(Input records):
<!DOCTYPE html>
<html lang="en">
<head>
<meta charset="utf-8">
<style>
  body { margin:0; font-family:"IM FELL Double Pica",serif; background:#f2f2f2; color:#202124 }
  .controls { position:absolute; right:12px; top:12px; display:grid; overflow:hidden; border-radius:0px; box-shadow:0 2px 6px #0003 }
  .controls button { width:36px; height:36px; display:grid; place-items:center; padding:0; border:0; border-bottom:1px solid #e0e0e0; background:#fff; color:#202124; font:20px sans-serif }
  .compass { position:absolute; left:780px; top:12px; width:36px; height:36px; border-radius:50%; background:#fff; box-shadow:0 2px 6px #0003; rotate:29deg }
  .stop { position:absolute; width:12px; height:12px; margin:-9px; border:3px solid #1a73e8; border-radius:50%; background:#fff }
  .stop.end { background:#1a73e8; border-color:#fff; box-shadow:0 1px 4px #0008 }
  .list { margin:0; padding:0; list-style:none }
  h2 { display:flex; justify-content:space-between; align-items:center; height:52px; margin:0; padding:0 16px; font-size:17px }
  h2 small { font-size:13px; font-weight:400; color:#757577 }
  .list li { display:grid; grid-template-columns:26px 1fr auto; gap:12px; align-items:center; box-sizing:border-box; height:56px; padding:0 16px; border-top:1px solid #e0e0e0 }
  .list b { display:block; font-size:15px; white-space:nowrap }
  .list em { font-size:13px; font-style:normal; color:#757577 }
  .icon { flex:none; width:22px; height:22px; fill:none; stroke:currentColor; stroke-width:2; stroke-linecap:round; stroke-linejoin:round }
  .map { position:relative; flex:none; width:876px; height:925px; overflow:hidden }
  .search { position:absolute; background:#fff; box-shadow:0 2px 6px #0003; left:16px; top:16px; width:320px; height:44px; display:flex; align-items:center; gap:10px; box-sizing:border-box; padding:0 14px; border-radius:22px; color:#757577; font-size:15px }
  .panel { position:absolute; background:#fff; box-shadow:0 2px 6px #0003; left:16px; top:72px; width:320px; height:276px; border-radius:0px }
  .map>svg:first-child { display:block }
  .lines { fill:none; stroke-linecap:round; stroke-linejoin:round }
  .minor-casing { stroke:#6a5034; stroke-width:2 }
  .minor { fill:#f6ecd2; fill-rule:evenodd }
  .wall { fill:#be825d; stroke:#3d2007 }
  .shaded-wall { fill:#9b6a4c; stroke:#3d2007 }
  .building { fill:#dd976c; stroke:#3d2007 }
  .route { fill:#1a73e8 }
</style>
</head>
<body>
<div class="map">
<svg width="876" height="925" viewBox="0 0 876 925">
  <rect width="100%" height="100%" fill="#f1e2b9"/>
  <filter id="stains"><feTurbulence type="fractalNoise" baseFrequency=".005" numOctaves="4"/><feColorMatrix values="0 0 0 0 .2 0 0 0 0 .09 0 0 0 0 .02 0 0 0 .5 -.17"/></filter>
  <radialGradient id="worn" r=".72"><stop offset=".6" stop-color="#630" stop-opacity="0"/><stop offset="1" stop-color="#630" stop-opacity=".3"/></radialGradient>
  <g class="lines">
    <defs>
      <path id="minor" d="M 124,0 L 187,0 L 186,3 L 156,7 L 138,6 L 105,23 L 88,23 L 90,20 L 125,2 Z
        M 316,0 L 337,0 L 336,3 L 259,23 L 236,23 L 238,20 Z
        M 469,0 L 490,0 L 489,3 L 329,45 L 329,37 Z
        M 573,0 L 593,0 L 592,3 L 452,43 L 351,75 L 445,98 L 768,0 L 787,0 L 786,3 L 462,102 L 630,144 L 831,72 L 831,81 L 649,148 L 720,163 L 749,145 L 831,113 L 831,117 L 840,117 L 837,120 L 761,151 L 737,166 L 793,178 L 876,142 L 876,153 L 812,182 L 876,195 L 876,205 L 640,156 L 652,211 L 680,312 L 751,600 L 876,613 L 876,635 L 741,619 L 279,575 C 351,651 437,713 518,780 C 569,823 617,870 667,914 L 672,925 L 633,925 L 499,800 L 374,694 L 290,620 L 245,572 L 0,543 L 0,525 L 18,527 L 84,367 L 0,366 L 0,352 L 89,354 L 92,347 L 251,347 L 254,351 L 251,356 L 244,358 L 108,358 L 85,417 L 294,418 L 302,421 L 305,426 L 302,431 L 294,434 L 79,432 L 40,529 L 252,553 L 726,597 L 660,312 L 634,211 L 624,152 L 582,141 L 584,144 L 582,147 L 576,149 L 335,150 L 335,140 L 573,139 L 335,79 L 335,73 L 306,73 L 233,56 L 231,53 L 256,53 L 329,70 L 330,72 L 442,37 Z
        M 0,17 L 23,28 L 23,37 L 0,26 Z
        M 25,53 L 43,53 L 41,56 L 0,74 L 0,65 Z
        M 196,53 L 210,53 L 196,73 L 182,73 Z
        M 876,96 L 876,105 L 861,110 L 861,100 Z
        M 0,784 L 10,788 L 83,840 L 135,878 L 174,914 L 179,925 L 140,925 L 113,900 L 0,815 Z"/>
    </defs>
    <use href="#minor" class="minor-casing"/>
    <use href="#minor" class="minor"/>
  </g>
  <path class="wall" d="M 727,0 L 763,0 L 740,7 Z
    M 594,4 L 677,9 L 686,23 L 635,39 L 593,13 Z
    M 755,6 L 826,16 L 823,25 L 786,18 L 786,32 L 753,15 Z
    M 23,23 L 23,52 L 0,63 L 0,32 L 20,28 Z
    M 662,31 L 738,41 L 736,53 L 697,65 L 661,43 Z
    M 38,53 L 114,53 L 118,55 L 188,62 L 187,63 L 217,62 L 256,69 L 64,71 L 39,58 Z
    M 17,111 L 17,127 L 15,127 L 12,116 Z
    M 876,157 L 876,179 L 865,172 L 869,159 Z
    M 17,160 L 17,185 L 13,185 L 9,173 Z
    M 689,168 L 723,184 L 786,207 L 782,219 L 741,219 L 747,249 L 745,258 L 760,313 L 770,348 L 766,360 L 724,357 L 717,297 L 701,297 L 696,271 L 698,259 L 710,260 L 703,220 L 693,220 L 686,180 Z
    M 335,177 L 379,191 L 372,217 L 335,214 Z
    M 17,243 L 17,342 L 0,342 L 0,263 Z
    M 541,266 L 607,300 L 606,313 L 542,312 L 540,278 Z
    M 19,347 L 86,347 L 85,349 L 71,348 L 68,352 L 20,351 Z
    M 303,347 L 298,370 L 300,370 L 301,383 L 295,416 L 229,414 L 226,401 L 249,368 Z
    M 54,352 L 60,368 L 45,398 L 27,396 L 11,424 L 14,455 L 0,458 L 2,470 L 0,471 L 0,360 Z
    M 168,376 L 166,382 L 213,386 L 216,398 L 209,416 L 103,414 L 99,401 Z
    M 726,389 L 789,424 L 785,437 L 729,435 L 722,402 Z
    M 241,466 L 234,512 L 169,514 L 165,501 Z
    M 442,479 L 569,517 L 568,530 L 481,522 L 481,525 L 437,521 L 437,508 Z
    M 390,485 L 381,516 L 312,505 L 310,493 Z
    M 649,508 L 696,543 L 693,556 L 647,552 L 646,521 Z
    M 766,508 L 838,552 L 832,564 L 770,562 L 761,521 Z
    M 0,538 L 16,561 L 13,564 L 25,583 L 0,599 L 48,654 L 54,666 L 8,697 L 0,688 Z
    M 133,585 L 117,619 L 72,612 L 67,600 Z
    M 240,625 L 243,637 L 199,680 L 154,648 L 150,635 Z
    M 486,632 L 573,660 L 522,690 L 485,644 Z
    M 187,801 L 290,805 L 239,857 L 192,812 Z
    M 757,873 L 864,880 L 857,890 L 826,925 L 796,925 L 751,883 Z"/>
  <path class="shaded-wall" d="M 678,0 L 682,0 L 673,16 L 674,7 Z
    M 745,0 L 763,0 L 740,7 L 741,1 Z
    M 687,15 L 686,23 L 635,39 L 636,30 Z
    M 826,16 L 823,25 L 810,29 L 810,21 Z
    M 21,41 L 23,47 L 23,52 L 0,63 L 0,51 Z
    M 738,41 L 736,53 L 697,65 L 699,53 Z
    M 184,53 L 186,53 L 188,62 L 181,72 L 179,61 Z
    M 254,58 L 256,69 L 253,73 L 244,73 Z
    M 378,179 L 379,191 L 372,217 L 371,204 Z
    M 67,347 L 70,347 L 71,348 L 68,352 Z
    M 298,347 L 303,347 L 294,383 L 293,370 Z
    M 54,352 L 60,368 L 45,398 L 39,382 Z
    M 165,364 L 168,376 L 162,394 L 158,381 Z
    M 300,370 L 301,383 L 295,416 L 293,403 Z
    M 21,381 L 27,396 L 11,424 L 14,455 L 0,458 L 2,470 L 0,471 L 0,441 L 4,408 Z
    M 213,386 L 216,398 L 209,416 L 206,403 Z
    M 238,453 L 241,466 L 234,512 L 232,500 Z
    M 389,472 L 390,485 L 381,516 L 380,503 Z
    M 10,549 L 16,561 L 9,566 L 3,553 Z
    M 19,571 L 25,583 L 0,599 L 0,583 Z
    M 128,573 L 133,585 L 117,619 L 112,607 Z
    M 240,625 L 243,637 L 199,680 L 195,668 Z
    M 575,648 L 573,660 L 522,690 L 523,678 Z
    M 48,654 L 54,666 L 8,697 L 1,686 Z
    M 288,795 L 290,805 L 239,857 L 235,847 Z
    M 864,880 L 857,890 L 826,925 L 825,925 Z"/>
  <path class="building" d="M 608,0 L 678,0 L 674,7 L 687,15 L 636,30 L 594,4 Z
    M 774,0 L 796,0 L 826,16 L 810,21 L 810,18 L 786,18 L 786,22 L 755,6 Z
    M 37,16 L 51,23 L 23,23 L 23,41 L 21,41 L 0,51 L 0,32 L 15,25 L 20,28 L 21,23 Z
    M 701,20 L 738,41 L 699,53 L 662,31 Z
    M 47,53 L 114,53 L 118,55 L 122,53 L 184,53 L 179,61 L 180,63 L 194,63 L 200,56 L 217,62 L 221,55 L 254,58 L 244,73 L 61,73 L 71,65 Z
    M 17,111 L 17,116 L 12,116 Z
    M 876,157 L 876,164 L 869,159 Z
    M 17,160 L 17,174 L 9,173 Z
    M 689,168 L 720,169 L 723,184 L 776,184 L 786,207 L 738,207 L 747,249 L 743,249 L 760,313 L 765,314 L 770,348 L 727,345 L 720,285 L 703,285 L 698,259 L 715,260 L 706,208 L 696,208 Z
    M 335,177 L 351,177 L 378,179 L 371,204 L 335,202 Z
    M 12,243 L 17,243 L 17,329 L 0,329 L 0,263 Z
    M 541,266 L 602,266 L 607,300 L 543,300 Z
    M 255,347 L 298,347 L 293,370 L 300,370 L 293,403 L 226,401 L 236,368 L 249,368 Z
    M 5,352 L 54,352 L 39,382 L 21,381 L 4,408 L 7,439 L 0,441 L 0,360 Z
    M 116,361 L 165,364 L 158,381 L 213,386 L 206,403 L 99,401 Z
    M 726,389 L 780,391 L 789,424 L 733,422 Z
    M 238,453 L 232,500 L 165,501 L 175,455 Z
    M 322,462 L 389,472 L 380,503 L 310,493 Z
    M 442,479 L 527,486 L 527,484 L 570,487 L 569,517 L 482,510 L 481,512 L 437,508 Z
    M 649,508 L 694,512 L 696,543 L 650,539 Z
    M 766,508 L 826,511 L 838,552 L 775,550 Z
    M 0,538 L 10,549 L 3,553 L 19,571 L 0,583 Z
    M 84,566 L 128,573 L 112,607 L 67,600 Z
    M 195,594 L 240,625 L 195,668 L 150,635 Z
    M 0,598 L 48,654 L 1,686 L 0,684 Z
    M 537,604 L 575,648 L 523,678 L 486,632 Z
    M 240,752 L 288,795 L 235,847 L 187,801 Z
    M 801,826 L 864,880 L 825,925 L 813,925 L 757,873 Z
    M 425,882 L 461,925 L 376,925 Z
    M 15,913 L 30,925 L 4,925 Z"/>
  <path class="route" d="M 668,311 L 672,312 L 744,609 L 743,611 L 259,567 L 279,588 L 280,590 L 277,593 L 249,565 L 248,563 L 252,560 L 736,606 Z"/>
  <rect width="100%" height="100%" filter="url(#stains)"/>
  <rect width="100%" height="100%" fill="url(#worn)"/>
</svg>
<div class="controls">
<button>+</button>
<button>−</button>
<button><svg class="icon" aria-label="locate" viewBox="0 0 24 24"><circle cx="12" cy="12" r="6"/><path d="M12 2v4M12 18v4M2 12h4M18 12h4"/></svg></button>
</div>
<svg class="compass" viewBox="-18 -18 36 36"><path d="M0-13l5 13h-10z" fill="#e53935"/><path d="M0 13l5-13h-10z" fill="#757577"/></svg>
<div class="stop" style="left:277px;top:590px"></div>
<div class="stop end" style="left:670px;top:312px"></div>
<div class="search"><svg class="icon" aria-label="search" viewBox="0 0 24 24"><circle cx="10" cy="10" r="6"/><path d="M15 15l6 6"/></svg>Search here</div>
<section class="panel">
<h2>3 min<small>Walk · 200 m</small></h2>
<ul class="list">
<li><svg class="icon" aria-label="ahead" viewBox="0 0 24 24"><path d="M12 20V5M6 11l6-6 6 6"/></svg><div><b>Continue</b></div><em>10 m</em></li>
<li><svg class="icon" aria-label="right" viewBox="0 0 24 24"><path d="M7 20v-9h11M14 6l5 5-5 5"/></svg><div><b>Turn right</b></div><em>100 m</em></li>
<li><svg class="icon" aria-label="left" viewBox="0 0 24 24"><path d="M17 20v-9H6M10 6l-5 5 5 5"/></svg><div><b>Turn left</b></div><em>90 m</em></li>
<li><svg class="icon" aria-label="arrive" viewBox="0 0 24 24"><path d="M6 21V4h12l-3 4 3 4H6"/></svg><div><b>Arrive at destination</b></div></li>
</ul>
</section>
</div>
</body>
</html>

(Work request): Please print the lines from the start of the records up to and including the line with "position:absolute; right:12px; top:12px;", copying each one exactly and leaving out the rest.

(Problem solution):
<!DOCTYPE html>
<html lang="en">
<head>
<meta charset="utf-8">
<style>
  body { margin:0; font-family:"IM FELL Double Pica",serif; background:#f2f2f2; color:#202124 }
  .controls { position:absolute; right:12px; top:12px; display:grid; overflow:hidden; border-radius:0px; box-shadow:0 2px 6px #0003 }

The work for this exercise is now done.